Minggu, 19 Februari 2012
MEMBEBASKAN DIRI DARI KEBODOHAN
MEMBEBASKAN DIRI DARI KEBODOHAN
Kawan kita adalah anak seorang
buruh pabrik. Ayahnya, juga seorang buruh pabrik. Namun, ketika ia baru lulus
SMP Ayahnya di PHK tanpa pesangon. Ibunya, yang masih satu pabrik sedang
dipersiapkan untuk dirumahkan. Kenyataan ini membuatnya miris. Ia takut tidak
melanjutkan sekolah ke jenjang yang lebih tinggi. Ia khawatir orang tuanya
tidak mampu membiayainya sekolah. Artinya, ia akan kehilangan masa depan. Ia
sedikit putus asa.
Kawan kita ini, untungnya
memiliki semangat ‘45’. Bagaimanapun ia harus sekolah tanpa biaya. Pemikiran
itu terus menerus memberikan dorongan sehingga menciptakan obsesi yang sulit
dihilangkan dari ingatannya. Tentu saja, hal ini membuat khwatir kedua orang
tuanya tentu diliputi kesedihan yang mendalam. Orang tuanya tahu betul anaknya
memiliki kemauan keras dan sedikit cerdas. Tetapi itu semua tidak cukup. Anak
yang paling sulung ini, juga harus melihat keadaan orang tuanya yang sebentar
lagi menjadi orang rumahan alias pengangguran karena PHK. Sementara
adik-adiknya memerlukan biaya agar bisa menyelesaikannya di SMP
swasta.
Berat memang. Tetapi hidup harus
terus berjalan. Hidup bukanlah angka-angka matematika dan rumus-rumus eksak.
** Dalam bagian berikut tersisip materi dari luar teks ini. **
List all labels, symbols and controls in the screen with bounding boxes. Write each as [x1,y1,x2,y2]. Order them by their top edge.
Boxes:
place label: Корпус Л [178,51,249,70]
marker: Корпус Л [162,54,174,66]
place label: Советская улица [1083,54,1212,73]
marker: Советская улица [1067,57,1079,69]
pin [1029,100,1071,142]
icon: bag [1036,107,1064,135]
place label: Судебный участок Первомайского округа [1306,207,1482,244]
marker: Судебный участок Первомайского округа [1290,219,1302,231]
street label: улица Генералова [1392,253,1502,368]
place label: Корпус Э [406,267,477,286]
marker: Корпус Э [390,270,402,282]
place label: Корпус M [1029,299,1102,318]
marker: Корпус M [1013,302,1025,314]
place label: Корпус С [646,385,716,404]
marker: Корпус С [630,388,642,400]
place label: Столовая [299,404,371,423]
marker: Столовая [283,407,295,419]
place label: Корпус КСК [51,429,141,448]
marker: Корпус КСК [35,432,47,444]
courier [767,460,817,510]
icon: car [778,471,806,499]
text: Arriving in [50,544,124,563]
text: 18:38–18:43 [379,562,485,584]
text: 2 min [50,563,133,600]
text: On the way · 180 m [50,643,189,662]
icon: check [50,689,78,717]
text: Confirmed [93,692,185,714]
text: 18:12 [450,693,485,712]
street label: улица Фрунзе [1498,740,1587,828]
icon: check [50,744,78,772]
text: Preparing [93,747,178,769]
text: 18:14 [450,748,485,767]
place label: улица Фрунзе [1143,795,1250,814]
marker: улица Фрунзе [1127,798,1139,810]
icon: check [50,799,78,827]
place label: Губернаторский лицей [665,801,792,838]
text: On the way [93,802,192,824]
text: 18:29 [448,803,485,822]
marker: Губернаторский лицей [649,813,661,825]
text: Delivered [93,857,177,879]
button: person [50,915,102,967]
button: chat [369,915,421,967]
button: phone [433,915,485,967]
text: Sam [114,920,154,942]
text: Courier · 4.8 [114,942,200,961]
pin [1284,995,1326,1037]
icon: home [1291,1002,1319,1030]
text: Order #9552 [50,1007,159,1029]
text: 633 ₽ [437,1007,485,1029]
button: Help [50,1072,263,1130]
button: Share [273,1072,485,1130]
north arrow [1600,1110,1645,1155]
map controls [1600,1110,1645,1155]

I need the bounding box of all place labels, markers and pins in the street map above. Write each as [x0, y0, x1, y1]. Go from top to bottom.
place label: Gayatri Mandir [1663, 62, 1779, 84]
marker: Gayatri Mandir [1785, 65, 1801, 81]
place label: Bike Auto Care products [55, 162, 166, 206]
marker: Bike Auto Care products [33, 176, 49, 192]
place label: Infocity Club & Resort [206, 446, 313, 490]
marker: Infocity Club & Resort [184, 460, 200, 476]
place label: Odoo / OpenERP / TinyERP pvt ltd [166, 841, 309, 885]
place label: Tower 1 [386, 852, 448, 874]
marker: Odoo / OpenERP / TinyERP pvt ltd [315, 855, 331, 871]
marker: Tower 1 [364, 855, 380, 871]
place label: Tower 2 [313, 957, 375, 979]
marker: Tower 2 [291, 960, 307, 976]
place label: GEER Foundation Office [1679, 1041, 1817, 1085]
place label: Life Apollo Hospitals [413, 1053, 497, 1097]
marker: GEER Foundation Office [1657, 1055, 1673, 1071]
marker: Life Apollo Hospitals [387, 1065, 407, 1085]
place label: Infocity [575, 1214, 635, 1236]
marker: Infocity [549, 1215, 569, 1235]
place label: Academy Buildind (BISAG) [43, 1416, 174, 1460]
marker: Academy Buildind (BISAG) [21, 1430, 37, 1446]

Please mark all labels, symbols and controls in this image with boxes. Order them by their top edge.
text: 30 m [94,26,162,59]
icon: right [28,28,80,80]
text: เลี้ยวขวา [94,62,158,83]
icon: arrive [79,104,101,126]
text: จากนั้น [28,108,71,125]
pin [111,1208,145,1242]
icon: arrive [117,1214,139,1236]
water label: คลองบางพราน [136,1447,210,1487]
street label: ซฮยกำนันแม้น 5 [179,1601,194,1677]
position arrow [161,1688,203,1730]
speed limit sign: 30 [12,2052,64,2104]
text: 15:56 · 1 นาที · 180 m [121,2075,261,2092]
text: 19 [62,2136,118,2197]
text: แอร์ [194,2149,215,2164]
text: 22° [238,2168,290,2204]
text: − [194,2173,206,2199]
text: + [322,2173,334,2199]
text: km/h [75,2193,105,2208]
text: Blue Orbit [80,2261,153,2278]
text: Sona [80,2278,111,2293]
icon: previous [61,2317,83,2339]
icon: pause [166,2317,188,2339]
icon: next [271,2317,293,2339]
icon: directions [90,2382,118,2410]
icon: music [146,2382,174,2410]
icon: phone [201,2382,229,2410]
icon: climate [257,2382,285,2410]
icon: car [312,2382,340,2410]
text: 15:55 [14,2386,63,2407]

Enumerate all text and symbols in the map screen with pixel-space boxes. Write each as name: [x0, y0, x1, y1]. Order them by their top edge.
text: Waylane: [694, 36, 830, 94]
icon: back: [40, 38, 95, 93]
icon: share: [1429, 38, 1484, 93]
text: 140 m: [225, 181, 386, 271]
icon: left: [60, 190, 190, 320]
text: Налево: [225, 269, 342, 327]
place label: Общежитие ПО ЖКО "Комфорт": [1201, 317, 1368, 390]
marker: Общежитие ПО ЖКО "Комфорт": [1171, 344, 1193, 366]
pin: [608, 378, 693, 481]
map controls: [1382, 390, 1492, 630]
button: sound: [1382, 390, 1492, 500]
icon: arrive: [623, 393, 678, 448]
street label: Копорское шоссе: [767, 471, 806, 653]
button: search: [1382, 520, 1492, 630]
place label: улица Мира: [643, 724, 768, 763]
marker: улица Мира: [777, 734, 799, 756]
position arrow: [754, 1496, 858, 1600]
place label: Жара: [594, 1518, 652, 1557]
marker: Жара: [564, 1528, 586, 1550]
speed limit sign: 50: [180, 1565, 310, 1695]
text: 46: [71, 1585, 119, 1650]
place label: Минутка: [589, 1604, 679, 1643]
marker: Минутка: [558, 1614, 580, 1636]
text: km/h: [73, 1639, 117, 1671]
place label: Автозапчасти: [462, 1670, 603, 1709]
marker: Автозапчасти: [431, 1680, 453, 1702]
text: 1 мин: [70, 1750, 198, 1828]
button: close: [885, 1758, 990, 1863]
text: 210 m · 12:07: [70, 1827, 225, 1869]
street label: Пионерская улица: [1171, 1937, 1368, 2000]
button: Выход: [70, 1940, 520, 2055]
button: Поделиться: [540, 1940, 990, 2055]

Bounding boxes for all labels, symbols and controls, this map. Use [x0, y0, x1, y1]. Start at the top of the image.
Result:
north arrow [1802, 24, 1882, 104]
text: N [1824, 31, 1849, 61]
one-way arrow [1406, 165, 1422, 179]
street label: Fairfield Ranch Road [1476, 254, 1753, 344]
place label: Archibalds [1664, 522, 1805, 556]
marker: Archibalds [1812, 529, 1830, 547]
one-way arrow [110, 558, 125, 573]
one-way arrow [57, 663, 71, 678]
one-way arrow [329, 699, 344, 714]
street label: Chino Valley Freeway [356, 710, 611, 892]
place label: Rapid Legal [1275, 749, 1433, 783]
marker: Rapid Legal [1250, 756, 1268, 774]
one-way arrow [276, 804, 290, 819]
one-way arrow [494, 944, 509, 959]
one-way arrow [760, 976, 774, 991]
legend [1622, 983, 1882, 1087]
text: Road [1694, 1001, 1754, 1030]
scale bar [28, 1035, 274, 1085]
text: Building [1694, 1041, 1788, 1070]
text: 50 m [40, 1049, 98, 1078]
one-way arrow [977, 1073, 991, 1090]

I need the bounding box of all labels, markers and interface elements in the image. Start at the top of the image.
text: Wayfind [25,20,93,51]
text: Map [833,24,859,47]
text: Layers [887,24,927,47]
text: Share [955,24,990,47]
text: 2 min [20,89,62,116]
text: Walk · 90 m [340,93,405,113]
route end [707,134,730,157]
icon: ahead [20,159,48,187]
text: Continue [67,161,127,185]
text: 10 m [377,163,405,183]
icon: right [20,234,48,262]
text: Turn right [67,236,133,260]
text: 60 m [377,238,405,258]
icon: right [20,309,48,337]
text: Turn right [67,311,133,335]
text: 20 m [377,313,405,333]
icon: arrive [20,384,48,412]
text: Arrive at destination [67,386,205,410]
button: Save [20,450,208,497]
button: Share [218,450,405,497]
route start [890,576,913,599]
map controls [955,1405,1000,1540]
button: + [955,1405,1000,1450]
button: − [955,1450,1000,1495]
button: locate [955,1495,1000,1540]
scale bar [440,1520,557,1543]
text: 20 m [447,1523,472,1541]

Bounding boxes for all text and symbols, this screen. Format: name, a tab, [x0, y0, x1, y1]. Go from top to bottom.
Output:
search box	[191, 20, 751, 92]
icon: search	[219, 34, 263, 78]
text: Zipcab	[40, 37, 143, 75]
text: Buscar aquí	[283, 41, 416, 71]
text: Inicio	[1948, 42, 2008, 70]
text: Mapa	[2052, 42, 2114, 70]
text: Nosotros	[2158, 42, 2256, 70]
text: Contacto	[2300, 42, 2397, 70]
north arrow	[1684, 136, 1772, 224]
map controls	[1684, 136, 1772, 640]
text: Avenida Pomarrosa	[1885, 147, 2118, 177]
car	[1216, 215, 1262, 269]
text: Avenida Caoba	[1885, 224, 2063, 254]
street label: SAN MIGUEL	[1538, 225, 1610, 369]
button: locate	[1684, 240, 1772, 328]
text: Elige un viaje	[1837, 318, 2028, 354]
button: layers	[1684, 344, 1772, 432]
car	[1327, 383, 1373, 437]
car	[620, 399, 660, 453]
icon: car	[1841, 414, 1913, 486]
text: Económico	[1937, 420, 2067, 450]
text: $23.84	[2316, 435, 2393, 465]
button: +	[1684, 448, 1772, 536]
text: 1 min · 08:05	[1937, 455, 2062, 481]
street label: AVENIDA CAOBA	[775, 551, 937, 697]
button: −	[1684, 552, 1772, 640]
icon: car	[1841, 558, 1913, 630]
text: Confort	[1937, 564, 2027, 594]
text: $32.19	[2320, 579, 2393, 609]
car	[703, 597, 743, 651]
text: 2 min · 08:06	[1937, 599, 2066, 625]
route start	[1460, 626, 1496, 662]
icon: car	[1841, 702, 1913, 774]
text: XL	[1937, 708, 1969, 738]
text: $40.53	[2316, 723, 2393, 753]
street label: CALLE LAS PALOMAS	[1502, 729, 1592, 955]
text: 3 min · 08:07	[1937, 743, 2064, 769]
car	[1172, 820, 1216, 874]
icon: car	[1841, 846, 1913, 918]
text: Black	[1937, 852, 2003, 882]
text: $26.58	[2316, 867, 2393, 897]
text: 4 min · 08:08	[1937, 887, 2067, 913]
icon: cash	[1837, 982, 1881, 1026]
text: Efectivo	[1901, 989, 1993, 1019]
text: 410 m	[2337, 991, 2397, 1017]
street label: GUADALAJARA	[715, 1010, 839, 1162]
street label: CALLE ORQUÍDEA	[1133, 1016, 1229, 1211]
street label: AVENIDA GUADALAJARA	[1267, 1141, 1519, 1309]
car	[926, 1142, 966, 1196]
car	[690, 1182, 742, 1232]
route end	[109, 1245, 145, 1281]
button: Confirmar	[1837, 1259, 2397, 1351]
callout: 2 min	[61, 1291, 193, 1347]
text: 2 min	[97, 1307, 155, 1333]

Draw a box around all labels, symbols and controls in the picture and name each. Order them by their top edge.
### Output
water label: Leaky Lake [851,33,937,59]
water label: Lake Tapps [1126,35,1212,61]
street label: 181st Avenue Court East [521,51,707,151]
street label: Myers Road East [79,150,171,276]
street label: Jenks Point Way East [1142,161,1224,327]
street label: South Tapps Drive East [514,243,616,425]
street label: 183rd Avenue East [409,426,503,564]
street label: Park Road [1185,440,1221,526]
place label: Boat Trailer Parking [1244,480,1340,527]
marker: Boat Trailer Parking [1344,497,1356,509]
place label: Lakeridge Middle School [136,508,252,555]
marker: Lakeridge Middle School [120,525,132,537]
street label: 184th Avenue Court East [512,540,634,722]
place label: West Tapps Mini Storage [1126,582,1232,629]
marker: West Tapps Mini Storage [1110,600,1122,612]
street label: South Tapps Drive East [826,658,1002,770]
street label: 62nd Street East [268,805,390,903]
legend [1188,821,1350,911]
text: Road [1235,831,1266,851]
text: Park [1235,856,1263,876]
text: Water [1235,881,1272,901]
Hidup adalah proses yang harus dijalani walaupun penuh belokan dan jalan
terjal. Kawan kita ini tahu persis hal itu. Ketika ia membaca sebuah novel “Perempuan
di Titik Nol” karya Nawal el – Saadawi* penulis perempuan asal Mesir yang
mengisahkan usaha seorang perempuan Mesir yang tidak mau dikalahkan
oleh hidup. Tokoh Perempuan dalam novel tersebut tidak pernah menyerah walaupun
ia harus di gantung di tiang gantung. Walaupun pada akhirnya ia harus mati di
tiang gantung karena kejahatan yang ia lakukan dengan terpaksa. Sebuah idelisme
untuk mempertahankan harga diri sebagai wanita (perempuan) dari kedzaliman dan
kekejaman laki-laki berakhir tragis.
Perempuan desa ini melakukan
usaha-usaha yang menurutnya layak ia lakukan. Mempertahankan “keperempuanannya”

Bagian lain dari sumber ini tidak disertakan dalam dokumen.